I have a txt file with doctor/patient records organized in the following format:
Doctor_1: patient23423,patient292837,patient1232423...
Doctor_2: patient456785,patient25363,patient23425665...
And a list of all unique patients.
To do this, I imported the txt file into a doctorsDF dataframe, separated by a colon. I also created a patientsDF dataframe with 2 columns: 'Patients' filled from the patient list, and 'Doctors' column empty.
I then ran the following:
for pat in patientsDF['Patient']:
for i, doc in enumerate(doctorsDF[1]):
if doctorsDF[1][i].find(str(pat)) >= 0 :
patientsDF['Doctor'][i] = doctorsDF.loc[i,0]
else:
continue
This worked fine, and now all patients are matched with the doctors, but the method seems clumsy. Is there any function that can more cleanly achieve the result? Thanks!
(First StackOverflow post here. Sorry if this is a newb question!)
If you use Pandas, try:
df = pd.read_csv('data.txt', sep=':', header=None, names=['Doctor', 'Patient'])

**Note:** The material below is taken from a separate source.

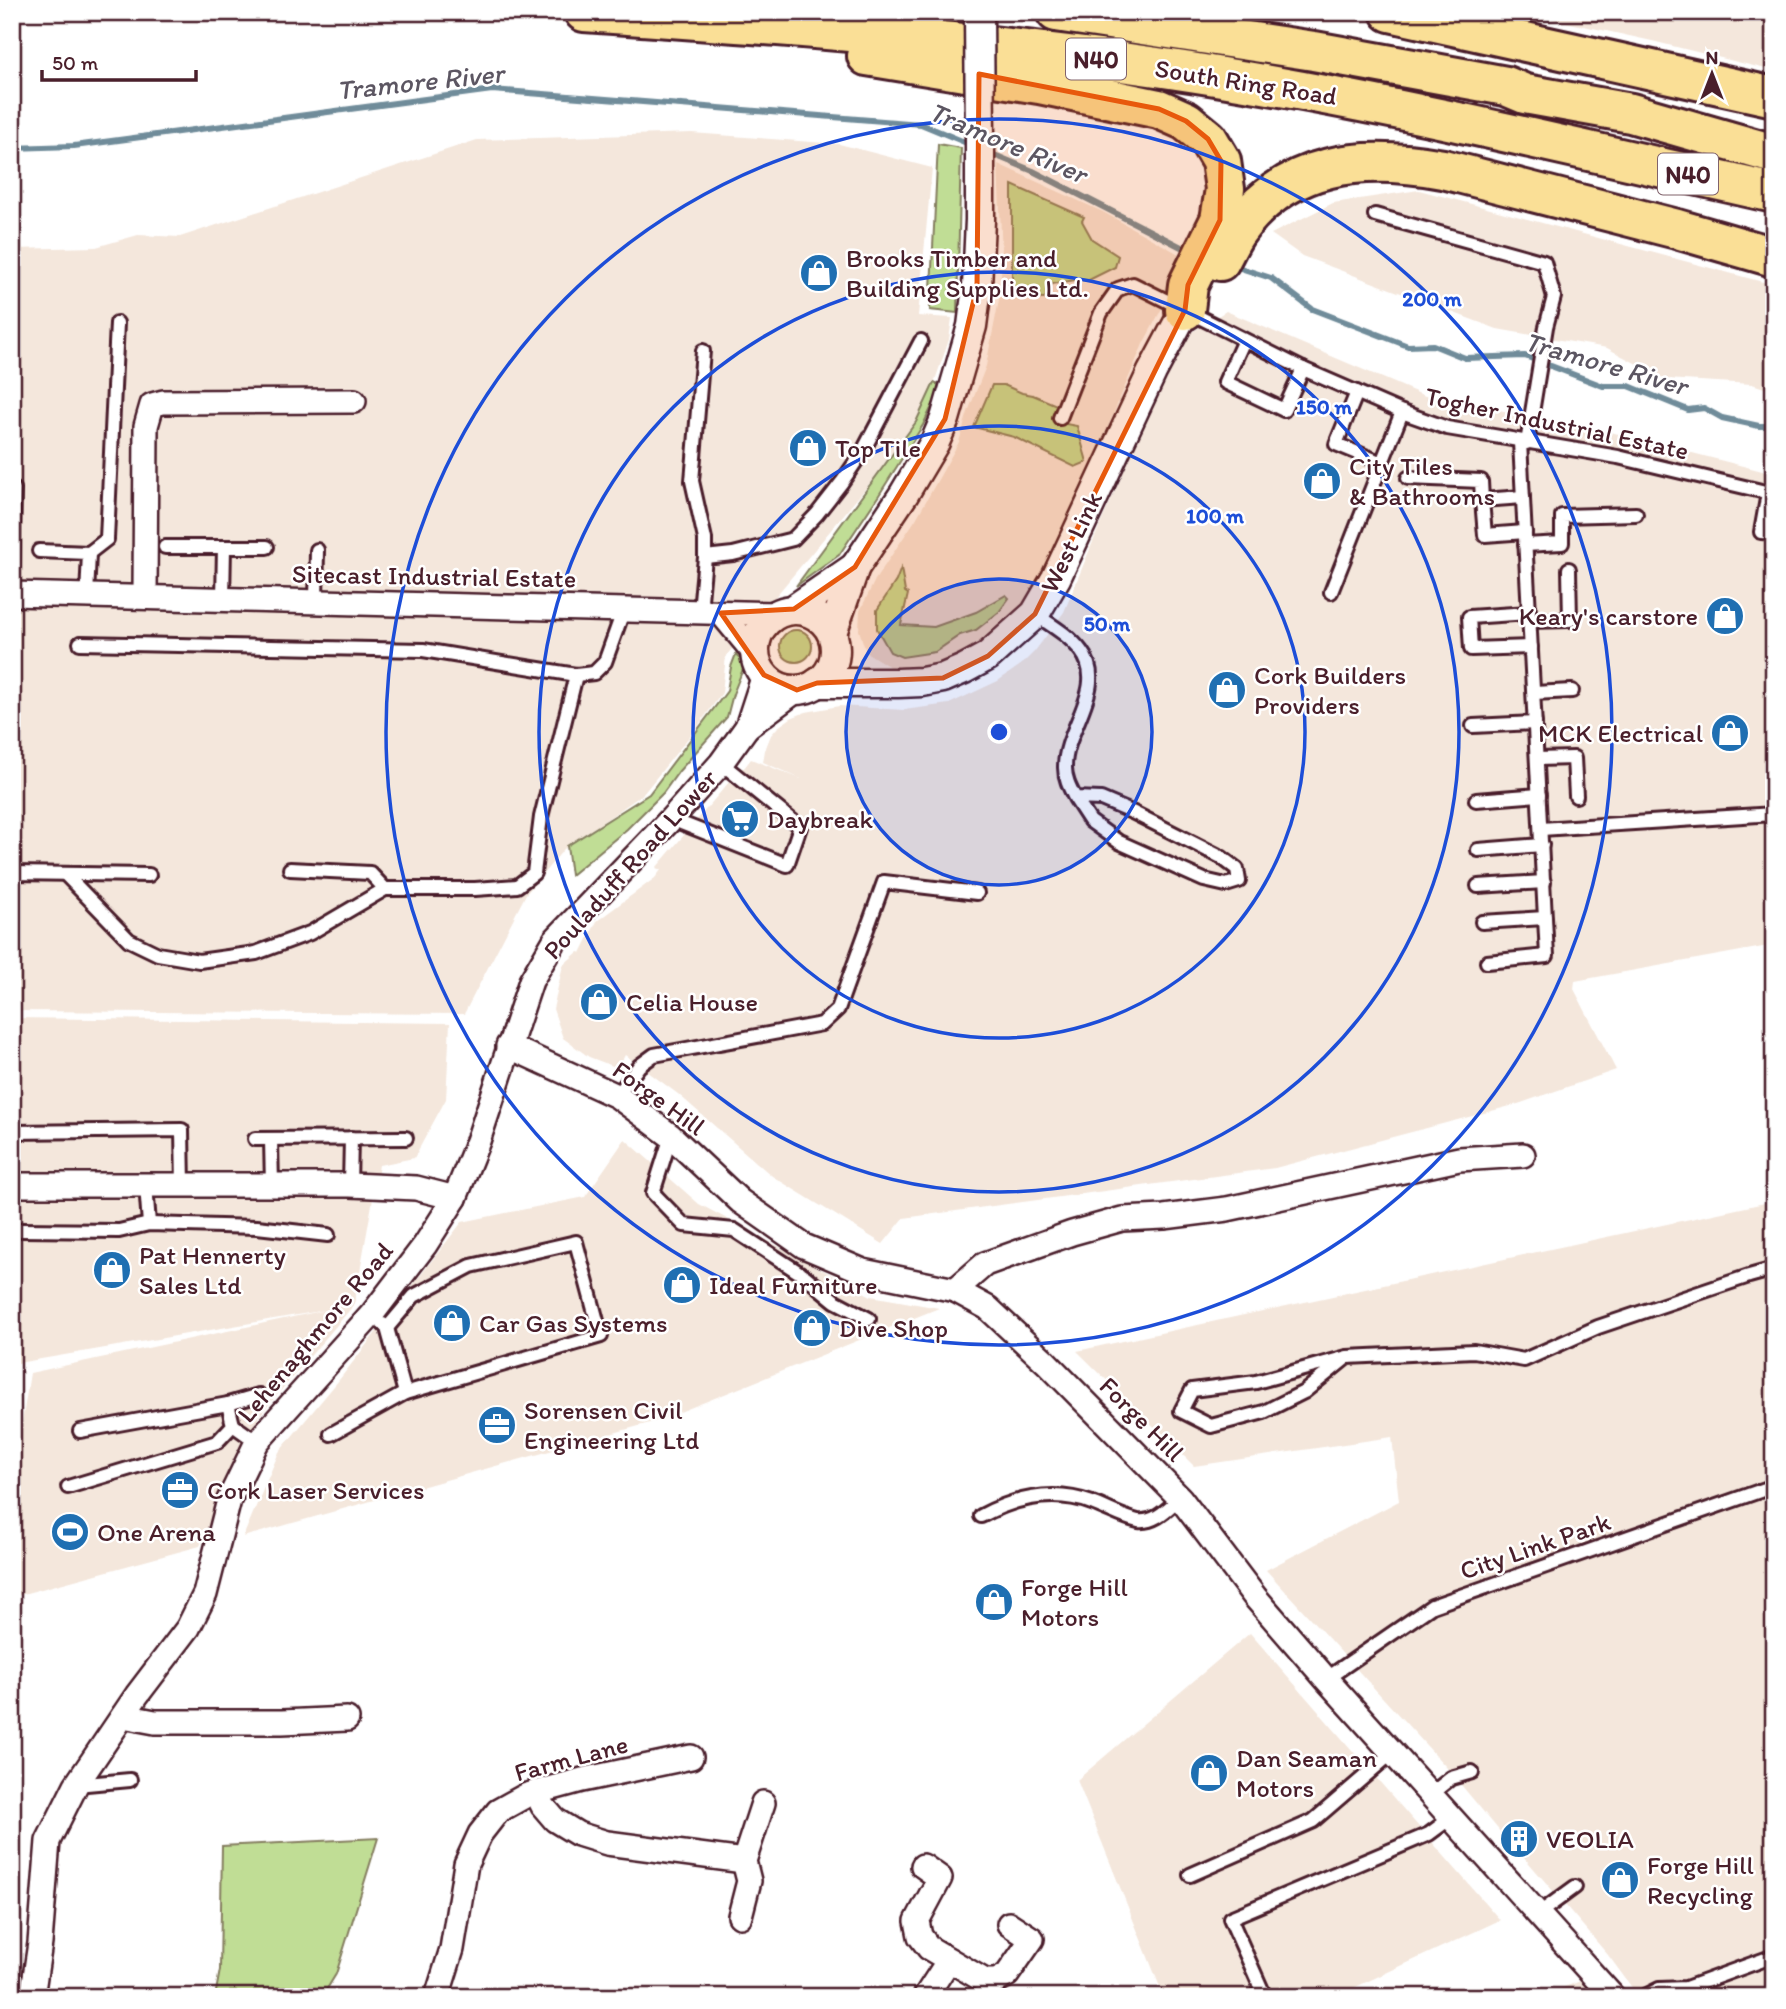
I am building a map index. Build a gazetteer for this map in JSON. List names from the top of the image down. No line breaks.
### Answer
{"streets":{"highway":["N40","South Ring Road"],"street":["West Link","Sitecast Industrial Estate","Pouladuff Road Lower","Forge Hill","Lehenaghmore Road","Farm Lane"],"lane":["Togher Industrial Estate","City Link Park"]},"crossings":[["Togher Industrial Estate","West Link"],["West Link","Sitecast Industrial Estate"],["West Link","Pouladuff Road Lower"],["Sitecast Industrial Estate","Pouladuff Road Lower"],["Pouladuff Road Lower","Forge Hill"],["Pouladuff Road Lower","Lehenaghmore Road"],["Forge Hill","Lehenaghmore Road"],["Forge Hill","City Link Park"]],"water":["Tramore River"],"places":{"shop":["Brooks Timber and Building Supplies Ltd.","Top Tile","City Tiles & Bathrooms","Keary's carstore","Cork Builders Providers","MCK Electrical","Celia House","Pat Hennerty Sales Ltd","Ideal Furniture","Car Gas Systems","Dive Shop","Forge Hill Motors","Dan Seaman Motors","Forge Hill Recycling"],"supermarket":["Daybreak"],"office":["Sorensen Civil Engineering Ltd","Cork Laser Services"],"sports":["One Arena"],"building":["VEOLIA"]},"scale_bar":"50 m","north":"top","rings":["200 m","150 m","100 m","50 m"]}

df = df[['Doctor']].join(df['Patient'].str.strip().str.split(',')
.explode()).reset_index(drop=True)
Output:
>>> df
Doctor Patient
0 Doctor_1 patient23423
1 Doctor_1 patient292837
2 Doctor_1 patient1232423
3 Doctor_2 patient456785
4 Doctor_2 patient25363
5 Doctor_2 patient23425665
How to search:
>>> df.loc[df['Patient'] == 'patient25363', 'Doctor'].squeeze()
'Doctor_2'

how to get Unique count from a DataFrame in case of duplicate index [closed]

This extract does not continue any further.